Sên saw it differently. Whatever his country had gained in freedom and in international grip, he had an appalling feeling that it had lost in beauty and in manners. And once or twice he felt that the soul of China was tarnished, and his taste, if not his reason, veered more and more to Sir Charles’ attitude: “Would that the Manchu were back on the dragon-throne.” It seemed to him that the new Chinese Democracy was overblown and that it was underbred. His countrywomen, that he saw everywhere in the city streets, hurt him almost intolerably. Chinese girls, no longer girlish, “walked out with their ‘young men,’ ” girls so preposterously clad that conjecture often might leave their sex a toss-up, figures so absurd and meaningless that no comic paper in Europe would have reproduced them, or known what to call them if it had. Chinese women wearing spats and rakishly tilted fur caps, thin peek-a-boo blouses and scant tweed skirts cut half-knee high and violently patterned with checks so big that neither a “darky” woman nor a “nigger minstrel” would have worn them in St. Louis or Chicago, stood in strident groups on thoroughfare corners, discussing in shrill, unabashed voices diseases and “causes” of which the courtyard-sheltered woman never had heard. He saw one making a “book” at Happy Valley, he heard another call her escort “old bean,” and when he heard two young Chinese girls placidly discussing abnormalities, sex, and grimmer things with men not much older than they, and saw an undoubtedly respectable matron at a restaurant wearing a monocle and reading through it a French novel of which he would not have allowed Ruby to touch the cover, Sên King-lo felt that Ts’z-hi had died too soon, and all the sweetness and soundness of Chinese womanhood with her.
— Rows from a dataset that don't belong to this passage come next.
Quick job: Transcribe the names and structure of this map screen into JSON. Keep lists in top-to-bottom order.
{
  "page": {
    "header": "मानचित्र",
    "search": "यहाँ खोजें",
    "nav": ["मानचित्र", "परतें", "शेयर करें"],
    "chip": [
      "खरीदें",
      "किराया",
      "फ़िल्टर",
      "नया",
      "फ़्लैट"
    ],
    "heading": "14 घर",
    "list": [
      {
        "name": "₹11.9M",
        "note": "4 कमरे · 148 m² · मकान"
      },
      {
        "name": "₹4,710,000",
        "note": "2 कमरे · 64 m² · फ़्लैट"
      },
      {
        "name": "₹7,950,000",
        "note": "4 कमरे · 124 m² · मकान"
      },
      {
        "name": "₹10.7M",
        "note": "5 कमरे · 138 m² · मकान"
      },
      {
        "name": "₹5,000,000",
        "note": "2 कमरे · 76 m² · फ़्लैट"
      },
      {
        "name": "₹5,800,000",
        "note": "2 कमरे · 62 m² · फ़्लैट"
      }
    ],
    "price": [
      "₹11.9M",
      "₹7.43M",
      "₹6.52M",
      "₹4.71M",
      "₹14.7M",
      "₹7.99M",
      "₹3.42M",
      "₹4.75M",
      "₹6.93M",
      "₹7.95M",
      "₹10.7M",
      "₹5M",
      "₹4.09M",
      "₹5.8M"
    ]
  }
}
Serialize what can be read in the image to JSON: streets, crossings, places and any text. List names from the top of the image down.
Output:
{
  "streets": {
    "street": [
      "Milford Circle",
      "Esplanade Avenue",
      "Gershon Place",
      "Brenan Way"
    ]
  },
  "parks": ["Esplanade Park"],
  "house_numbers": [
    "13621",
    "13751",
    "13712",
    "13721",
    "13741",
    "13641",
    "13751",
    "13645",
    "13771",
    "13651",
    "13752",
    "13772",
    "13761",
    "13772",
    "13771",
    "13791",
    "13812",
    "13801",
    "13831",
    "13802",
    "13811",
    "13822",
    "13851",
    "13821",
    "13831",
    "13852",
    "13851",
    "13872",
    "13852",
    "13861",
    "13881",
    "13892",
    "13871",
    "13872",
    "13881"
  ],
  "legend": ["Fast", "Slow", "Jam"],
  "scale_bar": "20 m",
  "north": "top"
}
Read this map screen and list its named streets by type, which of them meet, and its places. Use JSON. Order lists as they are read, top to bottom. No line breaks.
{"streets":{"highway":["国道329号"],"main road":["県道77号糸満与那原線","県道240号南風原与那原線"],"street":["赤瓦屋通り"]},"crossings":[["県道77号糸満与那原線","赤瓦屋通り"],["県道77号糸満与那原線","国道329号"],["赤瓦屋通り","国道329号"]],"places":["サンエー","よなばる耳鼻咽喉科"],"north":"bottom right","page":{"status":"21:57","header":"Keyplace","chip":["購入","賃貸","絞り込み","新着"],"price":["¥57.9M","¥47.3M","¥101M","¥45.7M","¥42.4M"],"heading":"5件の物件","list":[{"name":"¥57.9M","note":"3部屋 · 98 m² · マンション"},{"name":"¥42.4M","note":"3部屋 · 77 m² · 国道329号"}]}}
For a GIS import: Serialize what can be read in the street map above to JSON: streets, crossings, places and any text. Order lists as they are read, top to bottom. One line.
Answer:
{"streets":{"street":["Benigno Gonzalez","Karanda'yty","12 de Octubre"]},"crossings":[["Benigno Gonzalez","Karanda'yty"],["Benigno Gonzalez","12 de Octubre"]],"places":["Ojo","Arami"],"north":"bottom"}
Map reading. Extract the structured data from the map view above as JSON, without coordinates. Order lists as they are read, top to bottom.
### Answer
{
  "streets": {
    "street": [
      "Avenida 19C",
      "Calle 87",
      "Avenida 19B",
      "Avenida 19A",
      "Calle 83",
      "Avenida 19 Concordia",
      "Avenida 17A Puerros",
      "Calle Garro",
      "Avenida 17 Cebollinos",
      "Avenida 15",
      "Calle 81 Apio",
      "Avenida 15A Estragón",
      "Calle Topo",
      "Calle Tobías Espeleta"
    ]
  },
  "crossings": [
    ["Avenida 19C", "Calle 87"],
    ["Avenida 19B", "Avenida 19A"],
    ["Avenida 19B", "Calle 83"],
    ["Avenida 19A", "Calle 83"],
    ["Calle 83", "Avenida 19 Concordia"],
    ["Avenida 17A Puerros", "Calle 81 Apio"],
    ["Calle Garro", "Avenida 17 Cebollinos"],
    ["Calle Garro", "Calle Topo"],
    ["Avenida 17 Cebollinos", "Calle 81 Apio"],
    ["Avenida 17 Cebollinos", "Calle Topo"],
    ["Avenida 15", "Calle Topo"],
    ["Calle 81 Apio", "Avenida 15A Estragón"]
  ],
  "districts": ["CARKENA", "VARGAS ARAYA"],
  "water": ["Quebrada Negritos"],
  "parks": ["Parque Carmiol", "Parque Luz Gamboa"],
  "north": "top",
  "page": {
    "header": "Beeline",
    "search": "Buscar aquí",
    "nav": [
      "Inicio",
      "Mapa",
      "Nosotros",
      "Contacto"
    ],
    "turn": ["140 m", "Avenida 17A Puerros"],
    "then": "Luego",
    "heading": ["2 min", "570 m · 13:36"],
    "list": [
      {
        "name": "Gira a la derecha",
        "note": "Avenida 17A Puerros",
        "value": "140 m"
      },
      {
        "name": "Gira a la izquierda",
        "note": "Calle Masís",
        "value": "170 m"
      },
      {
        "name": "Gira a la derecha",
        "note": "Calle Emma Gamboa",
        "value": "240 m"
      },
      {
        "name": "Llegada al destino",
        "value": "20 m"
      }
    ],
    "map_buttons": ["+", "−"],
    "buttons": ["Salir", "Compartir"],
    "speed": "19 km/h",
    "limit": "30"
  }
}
But he reflected that Hongkong always had been a drag-net for flotsam and jetsam, and he hoped and prayed that when he had journeyed on into the interior he should find his country less “advanced” and changed, the waters still clear and tranquil in the lily-tanks, the tulips and violets still at ease in the gardens, the wild roses by the bamboo-edged waysides still white and sweet. The emancipation of his traveled mind failed him a little, and his soul revolted hotly that East no longer was East.

His countrymen struck him as less changed in appearance, and less unmannered, than his countrywomen did; but he missed the costume he himself had not worn for many years. He missed old ceremonial greetings, old suavities, old detachment, and even the down-hanging queue and the tight braids of hair closely bound about half-shaven heads. Many a man with whom he had business offered him a whiskey and soda or a big cigar who yesterday would have given him a tiny bowl of tea or a long-stemmed, small-bowled, betasseled pipe. Sên King-lo was as homesick for China in Hongkong as he ever had been in Washington and was homesick in a sorrier way.